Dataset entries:
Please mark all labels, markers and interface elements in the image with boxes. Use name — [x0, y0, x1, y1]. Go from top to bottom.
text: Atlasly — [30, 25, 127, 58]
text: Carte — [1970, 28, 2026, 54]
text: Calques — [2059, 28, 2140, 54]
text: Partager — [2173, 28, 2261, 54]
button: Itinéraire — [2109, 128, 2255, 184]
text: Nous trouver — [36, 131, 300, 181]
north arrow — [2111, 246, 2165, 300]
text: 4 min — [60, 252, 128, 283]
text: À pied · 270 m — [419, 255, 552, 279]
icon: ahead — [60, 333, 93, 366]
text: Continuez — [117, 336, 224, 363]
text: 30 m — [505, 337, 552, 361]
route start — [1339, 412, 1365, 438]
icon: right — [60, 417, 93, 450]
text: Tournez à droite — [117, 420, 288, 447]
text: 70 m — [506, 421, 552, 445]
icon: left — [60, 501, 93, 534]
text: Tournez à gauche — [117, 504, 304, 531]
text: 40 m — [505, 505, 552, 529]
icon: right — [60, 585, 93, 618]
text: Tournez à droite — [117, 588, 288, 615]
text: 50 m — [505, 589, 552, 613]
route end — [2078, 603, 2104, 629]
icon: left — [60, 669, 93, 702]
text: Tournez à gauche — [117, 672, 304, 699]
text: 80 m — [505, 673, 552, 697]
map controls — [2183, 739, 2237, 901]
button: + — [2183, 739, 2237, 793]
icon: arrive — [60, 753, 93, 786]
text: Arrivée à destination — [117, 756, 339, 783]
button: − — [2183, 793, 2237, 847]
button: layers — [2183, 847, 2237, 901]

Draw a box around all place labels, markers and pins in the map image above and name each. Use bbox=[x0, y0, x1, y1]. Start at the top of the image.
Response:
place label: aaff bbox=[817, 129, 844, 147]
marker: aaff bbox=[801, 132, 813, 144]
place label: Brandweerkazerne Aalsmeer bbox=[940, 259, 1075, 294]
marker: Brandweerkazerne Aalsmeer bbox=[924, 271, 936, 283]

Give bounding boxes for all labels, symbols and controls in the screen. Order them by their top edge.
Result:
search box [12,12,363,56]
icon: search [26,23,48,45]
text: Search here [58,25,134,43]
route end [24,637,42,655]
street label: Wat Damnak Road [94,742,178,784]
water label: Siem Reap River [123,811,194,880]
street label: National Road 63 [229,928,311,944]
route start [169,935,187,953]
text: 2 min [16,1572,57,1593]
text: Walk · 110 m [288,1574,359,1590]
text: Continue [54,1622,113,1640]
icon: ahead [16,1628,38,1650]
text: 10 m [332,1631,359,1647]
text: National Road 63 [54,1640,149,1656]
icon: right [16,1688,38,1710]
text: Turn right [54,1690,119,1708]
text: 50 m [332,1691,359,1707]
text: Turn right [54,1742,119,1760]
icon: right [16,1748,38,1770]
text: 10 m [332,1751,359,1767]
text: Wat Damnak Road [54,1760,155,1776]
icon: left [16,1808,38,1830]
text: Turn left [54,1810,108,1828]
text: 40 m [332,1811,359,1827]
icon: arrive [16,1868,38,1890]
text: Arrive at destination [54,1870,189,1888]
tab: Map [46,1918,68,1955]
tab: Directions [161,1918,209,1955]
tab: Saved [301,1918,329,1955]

#### [WORK REQUIRED]
Reprint every entry exactly.

#### [COMPLETED EXERCISE]
Please mark all labels, markers and interface elements in the image with boxes. Use name — [x0, y0, x1, y1]. Go from top to bottom.
text: Atlasly — [30, 25, 127, 58]
text: Carte — [1970, 28, 2026, 54]
text: Calques — [2059, 28, 2140, 54]
text: Partager — [2173, 28, 2261, 54]
button: Itinéraire — [2109, 128, 2255, 184]
text: Nous trouver — [36, 131, 300, 181]
north arrow — [2111, 246, 2165, 300]
text: 4 min — [60, 252, 128, 283]
text: À pied · 270 m — [419, 255, 552, 279]
icon: ahead — [60, 333, 93, 366]
text: Continuez — [117, 336, 224, 363]
text: 30 m — [505, 337, 552, 361]
route start — [1339, 412, 1365, 438]
icon: right — [60, 417, 93, 450]
text: Tournez à droite — [117, 420, 288, 447]
text: 70 m — [506, 421, 552, 445]
icon: left — [60, 501, 93, 534]
text: Tournez à gauche — [117, 504, 304, 531]
text: 40 m — [505, 505, 552, 529]
icon: right — [60, 585, 93, 618]
text: Tournez à droite — [117, 588, 288, 615]
text: 50 m — [505, 589, 552, 613]
route end — [2078, 603, 2104, 629]
icon: left — [60, 669, 93, 702]
text: Tournez à gauche — [117, 672, 304, 699]
text: 80 m — [505, 673, 552, 697]
map controls — [2183, 739, 2237, 901]
button: + — [2183, 739, 2237, 793]
icon: arrive — [60, 753, 93, 786]
text: Arrivée à destination — [117, 756, 339, 783]
button: − — [2183, 793, 2237, 847]
button: layers — [2183, 847, 2237, 901]

Draw a box around all place labels, markers and pins in the map image above and name each. Use bbox=[x0, y0, x1, y1]. Start at the top of the image.
Response:
place label: aaff bbox=[817, 129, 844, 147]
marker: aaff bbox=[801, 132, 813, 144]
place label: Brandweerkazerne Aalsmeer bbox=[940, 259, 1075, 294]
marker: Brandweerkazerne Aalsmeer bbox=[924, 271, 936, 283]

Give bounding boxes for all labels, symbols and controls in the screen. Order them by their top edge.
Result:
search box [12,12,363,56]
icon: search [26,23,48,45]
text: Search here [58,25,134,43]
route end [24,637,42,655]
street label: Wat Damnak Road [94,742,178,784]
water label: Siem Reap River [123,811,194,880]
street label: National Road 63 [229,928,311,944]
route start [169,935,187,953]
text: 2 min [16,1572,57,1593]
text: Walk · 110 m [288,1574,359,1590]
text: Continue [54,1622,113,1640]
icon: ahead [16,1628,38,1650]
text: 10 m [332,1631,359,1647]
text: National Road 63 [54,1640,149,1656]
icon: right [16,1688,38,1710]
text: Turn right [54,1690,119,1708]
text: 50 m [332,1691,359,1707]
text: Turn right [54,1742,119,1760]
icon: right [16,1748,38,1770]
text: 10 m [332,1751,359,1767]
text: Wat Damnak Road [54,1760,155,1776]
icon: left [16,1808,38,1830]
text: Turn left [54,1810,108,1828]
text: 40 m [332,1811,359,1827]
icon: arrive [16,1868,38,1890]
text: Arrive at destination [54,1870,189,1888]
tab: Map [46,1918,68,1955]
tab: Directions [161,1918,209,1955]
tab: Saved [301,1918,329,1955]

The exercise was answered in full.